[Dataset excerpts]
=== Begin Enclosure ===

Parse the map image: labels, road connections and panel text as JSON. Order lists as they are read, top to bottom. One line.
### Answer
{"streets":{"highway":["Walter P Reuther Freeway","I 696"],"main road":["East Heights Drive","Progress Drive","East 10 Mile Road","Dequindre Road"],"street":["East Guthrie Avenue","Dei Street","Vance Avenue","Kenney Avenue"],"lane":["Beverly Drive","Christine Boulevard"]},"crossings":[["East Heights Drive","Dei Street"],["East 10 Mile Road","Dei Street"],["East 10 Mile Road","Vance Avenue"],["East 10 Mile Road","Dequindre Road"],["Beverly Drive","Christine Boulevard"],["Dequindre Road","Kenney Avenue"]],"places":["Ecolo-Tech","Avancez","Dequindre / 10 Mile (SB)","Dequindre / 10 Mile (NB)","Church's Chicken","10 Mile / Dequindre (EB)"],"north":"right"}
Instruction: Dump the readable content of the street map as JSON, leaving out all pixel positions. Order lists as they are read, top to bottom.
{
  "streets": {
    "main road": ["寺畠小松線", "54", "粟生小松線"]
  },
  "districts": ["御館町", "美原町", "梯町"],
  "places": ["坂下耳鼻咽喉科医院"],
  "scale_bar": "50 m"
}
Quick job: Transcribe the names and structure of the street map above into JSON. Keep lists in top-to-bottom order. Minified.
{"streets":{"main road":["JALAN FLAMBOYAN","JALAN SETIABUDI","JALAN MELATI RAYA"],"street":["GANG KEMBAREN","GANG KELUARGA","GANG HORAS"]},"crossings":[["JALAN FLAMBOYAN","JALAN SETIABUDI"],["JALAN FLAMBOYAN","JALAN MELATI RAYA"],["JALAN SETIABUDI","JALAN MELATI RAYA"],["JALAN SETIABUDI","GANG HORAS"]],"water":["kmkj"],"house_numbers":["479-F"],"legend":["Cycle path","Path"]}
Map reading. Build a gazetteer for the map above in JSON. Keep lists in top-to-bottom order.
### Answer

=== End Enclosure ===

Output every record in full, exactly as it was given.

Parse the map image: labels, road connections and panel text as JSON. Order lists as they are read, top to bottom. One line.
### Answer
{"streets":{"highway":["Walter P Reuther Freeway","I 696"],"main road":["East Heights Drive","Progress Drive","East 10 Mile Road","Dequindre Road"],"street":["East Guthrie Avenue","Dei Street","Vance Avenue","Kenney Avenue"],"lane":["Beverly Drive","Christine Boulevard"]},"crossings":[["East Heights Drive","Dei Street"],["East 10 Mile Road","Dei Street"],["East 10 Mile Road","Vance Avenue"],["East 10 Mile Road","Dequindre Road"],["Beverly Drive","Christine Boulevard"],["Dequindre Road","Kenney Avenue"]],"places":["Ecolo-Tech","Avancez","Dequindre / 10 Mile (SB)","Dequindre / 10 Mile (NB)","Church's Chicken","10 Mile / Dequindre (EB)"],"north":"right"}
Instruction: Dump the readable content of the street map as JSON, leaving out all pixel positions. Order lists as they are read, top to bottom.
{
  "streets": {
    "main road": ["寺畠小松線", "54", "粟生小松線"]
  },
  "districts": ["御館町", "美原町", "梯町"],
  "places": ["坂下耳鼻咽喉科医院"],
  "scale_bar": "50 m"
}
Quick job: Transcribe the names and structure of the street map above into JSON. Keep lists in top-to-bottom order. Minified.
{"streets":{"main road":["JALAN FLAMBOYAN","JALAN SETIABUDI","JALAN MELATI RAYA"],"street":["GANG KEMBAREN","GANG KELUARGA","GANG HORAS"]},"crossings":[["JALAN FLAMBOYAN","JALAN SETIABUDI"],["JALAN FLAMBOYAN","JALAN MELATI RAYA"],["JALAN SETIABUDI","JALAN MELATI RAYA"],["JALAN SETIABUDI","GANG HORAS"]],"water":["kmkj"],"house_numbers":["479-F"],"legend":["Cycle path","Path"]}
Map reading. Build a gazetteer for the map above in JSON. Keep lists in top-to-bottom order.
### Answer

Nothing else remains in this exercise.